U.S.-Russian military relations and arms talks were curtailed following Russia’s military annexation of Ukraine’s Crimea last year and continued covert arming of pro-Russian rebels in eastern Ukraine.
A review of open-source Russian news reports and military writings reveal that work on hypersonics has been discussed publicly on several occasions in the past several years.
Deputy Prime Minister Dmitry Rogozin was quoted in reports from state-run news agencies in July 2014 saying that Russia needs to build precision-guided hypersonic arms.
He urged Russia’s missile manufacturers to carry out rearmament efforts, "especially the tasks of mastering precision weapons and hypersonic technology."
In May of last year, Boris Obnosov, director of the Tactical Missiles Corp., said a hypersonic missile prototype would be built by 2020.
"We have drawn up this program in collaboration with several dozens of institutes and enterprises," Obnosov said. "It has been approved by the Defense Ministry and the Industry and Trade Ministry. It is now important to implement it smoothly."
After a failed test flight of the U.S. Hypersonic Test Vehicle-2 in 2011, a Russian official was quoted as saying Russia’s hypersonics are different.
"Our program is developing in a different direction; we are creating maneuverable hypersonic warheads for intercontinental ballistic missiles, and there are no plans to control them from outside—the target-kill program is installed in them in advance," the defense industry official told Izvestya, a Russian newspaper.
Another report said Russia’s future strategic bomber, known as the Pak Da, will be equipped with hypersonic cruise missiles.
In August 2013, the Novosti news agency reported that Russia was cooperating with China, France, and India on hypersonic missiles.
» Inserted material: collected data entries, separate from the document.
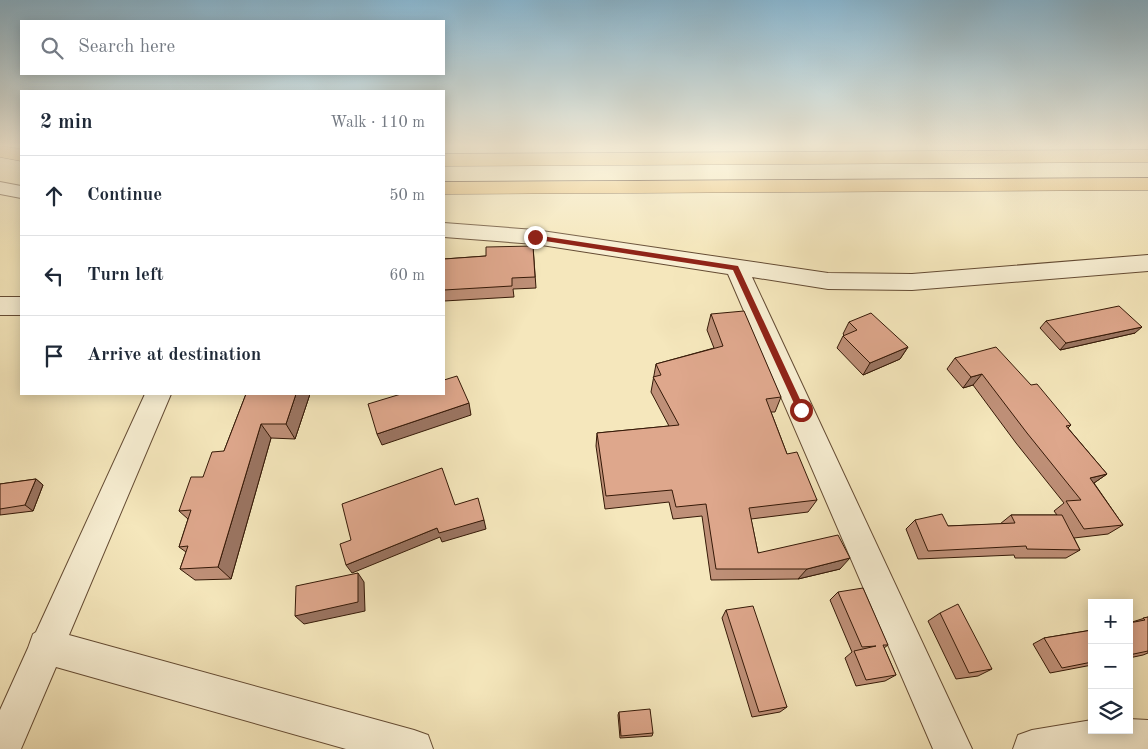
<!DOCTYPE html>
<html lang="en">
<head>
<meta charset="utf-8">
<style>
  :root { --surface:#fff; --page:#f6f6f7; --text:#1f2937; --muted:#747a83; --line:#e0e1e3 }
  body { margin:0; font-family:"Old Standard TT",serif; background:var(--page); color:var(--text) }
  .controls { position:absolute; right:15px; bottom:15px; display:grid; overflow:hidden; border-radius:0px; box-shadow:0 2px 12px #0003 }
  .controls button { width:45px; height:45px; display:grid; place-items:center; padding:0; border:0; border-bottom:1px solid var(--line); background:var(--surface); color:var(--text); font:25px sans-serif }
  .stop { position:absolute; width:15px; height:15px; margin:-11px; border:4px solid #8f2418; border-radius:50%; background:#fff }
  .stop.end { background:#8f2418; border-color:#fff; box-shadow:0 1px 5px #0008 }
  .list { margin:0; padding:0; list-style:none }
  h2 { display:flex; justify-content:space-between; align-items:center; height:65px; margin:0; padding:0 20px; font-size:21px }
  h2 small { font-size:16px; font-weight:400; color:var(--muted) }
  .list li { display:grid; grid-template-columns:32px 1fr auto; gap:15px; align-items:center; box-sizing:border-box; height:80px; padding:0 20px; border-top:1px solid var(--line) }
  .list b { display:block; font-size:19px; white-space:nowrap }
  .list em { font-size:16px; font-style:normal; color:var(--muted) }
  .icon { flex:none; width:28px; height:28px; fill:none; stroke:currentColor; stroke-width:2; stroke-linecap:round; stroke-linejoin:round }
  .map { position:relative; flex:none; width:1148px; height:749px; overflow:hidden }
  .search { position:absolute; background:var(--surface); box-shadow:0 2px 12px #0003; left:20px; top:20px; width:425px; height:55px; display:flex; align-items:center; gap:12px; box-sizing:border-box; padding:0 18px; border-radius:0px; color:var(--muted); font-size:19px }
  .panel { position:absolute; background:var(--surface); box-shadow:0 2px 12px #0003; left:20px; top:90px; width:425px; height:305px; border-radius:0px }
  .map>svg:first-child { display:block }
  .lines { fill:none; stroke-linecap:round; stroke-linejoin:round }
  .minor-casing { stroke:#654c34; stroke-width:2 }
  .primary-casing { stroke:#351907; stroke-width:1 }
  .minor { fill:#f8efd3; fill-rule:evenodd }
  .primary { fill:#eac47e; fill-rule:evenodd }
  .wall { fill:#bf9078; stroke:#351907 }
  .shaded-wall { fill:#9b7562; stroke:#351907 }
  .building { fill:#dea78c; stroke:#351907 }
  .route { fill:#8f2418 }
</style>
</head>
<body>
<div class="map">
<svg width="1148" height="749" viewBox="0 0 1148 749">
  <rect width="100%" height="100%" fill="#f5e7bc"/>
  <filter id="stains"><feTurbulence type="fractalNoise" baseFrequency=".004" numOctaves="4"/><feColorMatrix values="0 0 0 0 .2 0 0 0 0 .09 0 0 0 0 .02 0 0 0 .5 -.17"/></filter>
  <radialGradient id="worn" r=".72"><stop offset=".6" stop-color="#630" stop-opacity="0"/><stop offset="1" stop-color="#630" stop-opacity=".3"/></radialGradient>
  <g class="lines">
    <defs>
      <path id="minor" d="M0,182L21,186V198L0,194Z
        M444,223L535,230L828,273L912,274L1148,255V271L912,290L828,289L752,277L972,749H933L728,274L535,244L444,237Z
        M0,297H21V315H0Z
        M145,394H171L69,635L414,730L428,735L433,749H346L56,667L21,749H0V710L28,648L33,634L36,632Z
        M1129,719L1148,720V749H1013L1018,735L1032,730L1092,720V730H1129Z"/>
      <path id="primary" d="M0,146L21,149V161L0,157Z
        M1148,150V162L444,166V154Z
        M1148,178V190L444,194V182Z"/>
    </defs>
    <use href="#minor" class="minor-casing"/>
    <use href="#primary" class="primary-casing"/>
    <use href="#minor" class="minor"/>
    <use href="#primary" class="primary"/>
  </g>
  <path class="wall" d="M533,246L536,288L513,289L514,297L444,301V259L486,256Z
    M711,314L781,397L775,412H771L787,454L817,500L808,512L751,519L758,553L840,569L798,579L711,580L702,516L673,519L669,502L605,509L596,446L597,433L669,426L651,392L656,364L714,348L707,330Z
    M1046,321L1135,333L1060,350L1040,328Z
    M849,322L908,347L900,359L863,375L837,348L843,336L844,335L843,334Z
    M955,358L1031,385L1071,425L1068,428L1107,474L1094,483L1123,525L1108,534L1074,538L1080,550L1066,558H1015L1014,555L918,559L906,529L915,520L948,526L1000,524L1011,515H1057L1054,511L1064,503L1016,443L973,385L963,388L947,369Z
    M246,394H310L295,439L271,438L231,579L195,580L180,569L186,552L179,547L188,519L179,511L203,477L224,451Z
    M36,479L43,485L33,511L0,515V484Z
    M838,592L888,645L884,648L896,675L885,681L856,686L845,658L852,652L830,600Z
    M726,610L787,707L780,712L752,717L722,618Z
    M940,613L992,669L978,676L956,679L928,621Z
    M1148,617V653L1143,655L1129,658V623Z
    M1092,630V665L1050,673L1033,644L1044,638Z
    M619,712L653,733L652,736L620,738L618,715Z"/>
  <path class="shaded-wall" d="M1142,327L1135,333L1060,350L1066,343Z
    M908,347L900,359L863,375L870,363Z
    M982,374L973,385L963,388L971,377Z
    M296,394H310L295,439L286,424Z
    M469,403L471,415L382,445L377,434Z
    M261,424L271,438L231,579L218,567Z
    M1107,474L1094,483L1077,487L1090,478Z
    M36,479L43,485L33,511L25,505Z
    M484,520L486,529L442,542L440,537L352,573L346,565L437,528Z
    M850,558L840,569L798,579L807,569Z
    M358,573L364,582L365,611L304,624L295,616Z"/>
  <path class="building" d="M533,246L535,277L512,278V286L444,290V259L486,256V247Z
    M1119,306L1142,327L1066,343L1046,321Z
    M744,311L781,397L766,399L787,454L797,452L817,500L749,508L758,553L838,535L850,558L807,569H716L706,504L676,507L672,490L606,496L597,433L679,425L653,377L661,375L656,364L723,346L711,314Z
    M871,313L908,347L870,363L843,336L857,330L849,322Z
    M996,347L1031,385L1037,384L1071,425L1066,426L1107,474L1090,478L1123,525L1084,529L1066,501L1081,500L1027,433L982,374L971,377L955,358Z
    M457,376L469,403L377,434L368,404L401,394H444V380Z
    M246,394H296L286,424H261L218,567L180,569L188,546L179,547L191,510L179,511L191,477H203L212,452L224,451Z
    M442,468L455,505L478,498L484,520L439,533L437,528L346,565L340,544L351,540L342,504Z
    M36,479L25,505L0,509V484Z
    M942,514L948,526L1015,523L1011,515H1062L1080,550L1027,549L1026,546L928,551L915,520Z
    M358,573V602L295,616L296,586Z
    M863,588L888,645H883L896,675L866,680L854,651L876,646L862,647L838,592Z
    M958,604L992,669L969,673L940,613Z
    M753,606L787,707L759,712L726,610Z
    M1148,617V651L1129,655V623L1145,620L1143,618Z
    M1092,630V662L1062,668L1044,638Z
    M650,709L653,733L621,736L619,712Z"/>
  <linearGradient id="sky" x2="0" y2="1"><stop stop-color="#89b8d3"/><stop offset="0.58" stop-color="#faf4e1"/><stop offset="1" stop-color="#faf4e1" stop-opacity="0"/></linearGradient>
  <rect width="1148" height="251" fill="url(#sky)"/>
  <path class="route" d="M535,235L738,266L805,410L804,413L801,414L797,410L733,270L532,239V236Z"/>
  <rect width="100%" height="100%" filter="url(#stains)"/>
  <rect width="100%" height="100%" fill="url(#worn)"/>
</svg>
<div class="controls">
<button>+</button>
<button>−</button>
<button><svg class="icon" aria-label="layers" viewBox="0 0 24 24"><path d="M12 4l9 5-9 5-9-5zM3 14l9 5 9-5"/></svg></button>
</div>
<div class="stop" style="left:801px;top:410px"></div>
<div class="stop end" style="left:535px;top:237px"></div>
<div class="search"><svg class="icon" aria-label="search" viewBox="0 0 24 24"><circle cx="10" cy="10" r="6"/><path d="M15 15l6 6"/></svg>Search here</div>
<section class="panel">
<h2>2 min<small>Walk · 110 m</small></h2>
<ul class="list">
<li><svg class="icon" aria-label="ahead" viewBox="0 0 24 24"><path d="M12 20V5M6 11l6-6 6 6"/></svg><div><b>Continue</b></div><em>50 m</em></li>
<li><svg class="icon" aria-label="left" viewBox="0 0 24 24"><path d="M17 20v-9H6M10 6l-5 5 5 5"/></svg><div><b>Turn left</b></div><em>60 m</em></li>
<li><svg class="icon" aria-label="arrive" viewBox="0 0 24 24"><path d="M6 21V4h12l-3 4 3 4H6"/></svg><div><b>Arrive at destination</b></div></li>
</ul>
</section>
</div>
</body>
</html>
The Russian companies said to be involved in hypersonic missile development have been identified as the Tactical Missiles Corp. and NPO Mashinostroyenia. A hypersonic engine test facility reportedly is being built at Russia’s Central Institute of Aviation Motors.
Alexander Shirokorad, a Russian military analyst, stated in a 2013 article in the newspaper Nezavisimaya Gazeta that hypersonic glide vehicles are one reason Moscow decided to violate the 1987 Intermediate-range Nuclear Forces treaty, that prohibits building missiles with ranges of between 500 kilometers and 5,500 kilometers.
"New IRBMs will breach a missile defense by traveling along exotically variable trajectories," Shirokorad stated. "The combination of hypersonic cruise missiles with ballistic is not ruled out. Aside from operating against ground targets, IRBMs will be able to engage naval targets, too—aircraft carriers, cruise missile-armed Ticonderoga-class cruisers, and even submarines."